It depends on how the audio master panned the sound when he or she was mixing it down as to how successful you might be with most over-the-counter equipment. What kind of recording equipment are you talking about?

LuckyGuy's avatar

You can do it with a pinpoint mic. There are two basic types: the boom mic that looks like a long yagi antenna or a dish. They work on different principles but accomplish the same task. The longer the boom mic the more selective. The larger the dish, the more selective. If you have the access the best is still an RF mic on the subject.

Kayak8's avatar

@worriedguy Good point, I read the question as isolation from pre-recorded material.

XOIIO's avatar

It is from pre-recorded, it would be for any recording, but I would like a boom mic.

gasman's avatar

If you’re asking how to remove an isolated voice from a crowd using a single recorded audio track (or microphone signal) of mixed voices all talking at once, I don’t think that’s possible.
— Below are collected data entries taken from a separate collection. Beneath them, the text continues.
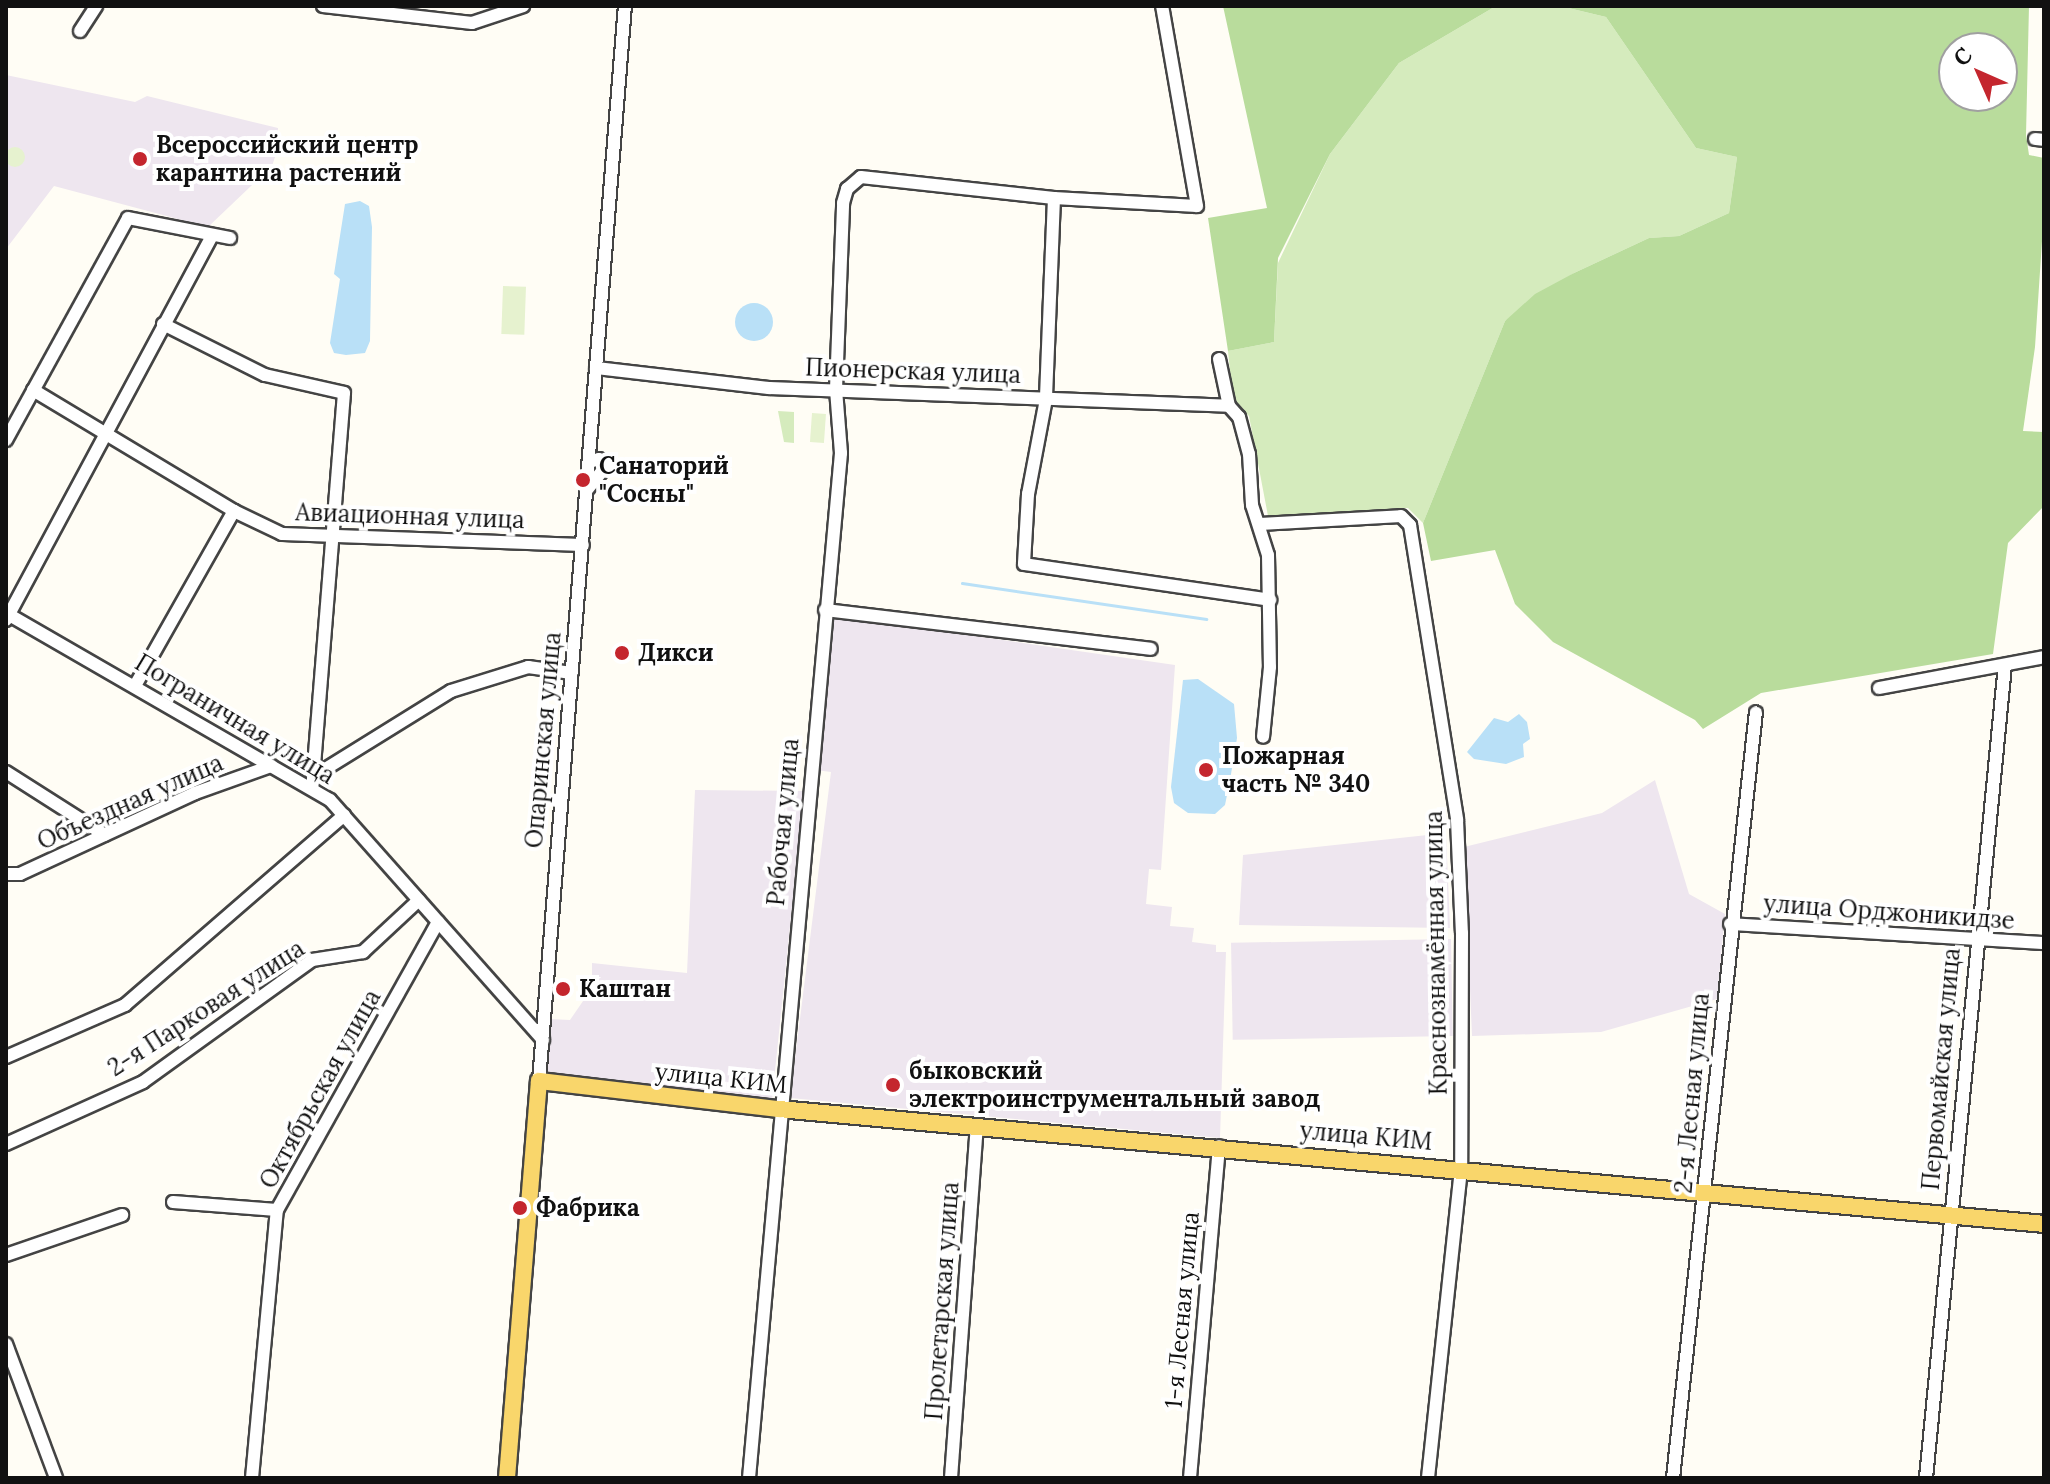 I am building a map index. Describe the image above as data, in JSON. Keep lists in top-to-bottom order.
{
  "streets": {
    "main road": ["Опаринская улица", "улица КИМ"],
    "street": [
      "Пионерская улица",
      "Авиационная улица",
      "Пограничная улица",
      "Объездная улица",
      "Рабочая улица",
      "улица Орджоникидзе",
      "Краснознамённая улица",
      "2-я Парковая улица",
      "Первомайская улица",
      "Октябрьская улица",
      "2-я Лесная улица",
      "Пролетарская улица",
      "1-я Лесная улица"
    ]
  },
  "crossings": [
    ["Пионерская улица", "Опаринская улица"],
    ["Пионерская улица", "Рабочая улица"],
    ["Авиационная улица", "Опаринская улица"],
    ["Пограничная улица", "Опаринская улица"],
    ["Пограничная улица", "Объездная улица"],
    ["Пограничная улица", "2-я Парковая улица"],
    ["Пограничная улица", "Октябрьская улица"],
    ["Опаринская улица", "улица КИМ"],
    ["Рабочая улица", "улица КИМ"],
    ["улица Орджоникидзе", "Первомайская улица"],
    ["улица Орджоникидзе", "2-я Лесная улица"],
    ["Краснознамённая улица", "улица КИМ"],
    ["Первомайская улица", "улица КИМ"],
    ["улица КИМ", "2-я Лесная улица"],
    ["улица КИМ", "Пролетарская улица"],
    ["улица КИМ", "1-я Лесная улица"]
  ],
  "places": [
    "Всероссийский центр карантина растений",
    "Санаторий \"Сосны\"",
    "Дикси",
    "Пожарная часть № 340",
    "Каштан",
    "быковский электроинструментальный завод",
    "Фабрика"
  ],
  "north": "top left"
}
Our brains do it routinely, of course, which is how cocktail parties are possible. In theory what the brain can do, a computer could do. As a signal-processing problem, however, using present-day engineering technology, we don’t even know how. Give it at least a century…

If the voice is pitched differently from the others (such as a lead singer with back-up singers) it might be possible, using narrow bandpass filters, to pick out just the lead voice based on its fundamental pitch. It wouldn’t sound right, however, because its mix of overtones that give rise to the voice’s timbre & character would be lost in a smear of higher frequencies.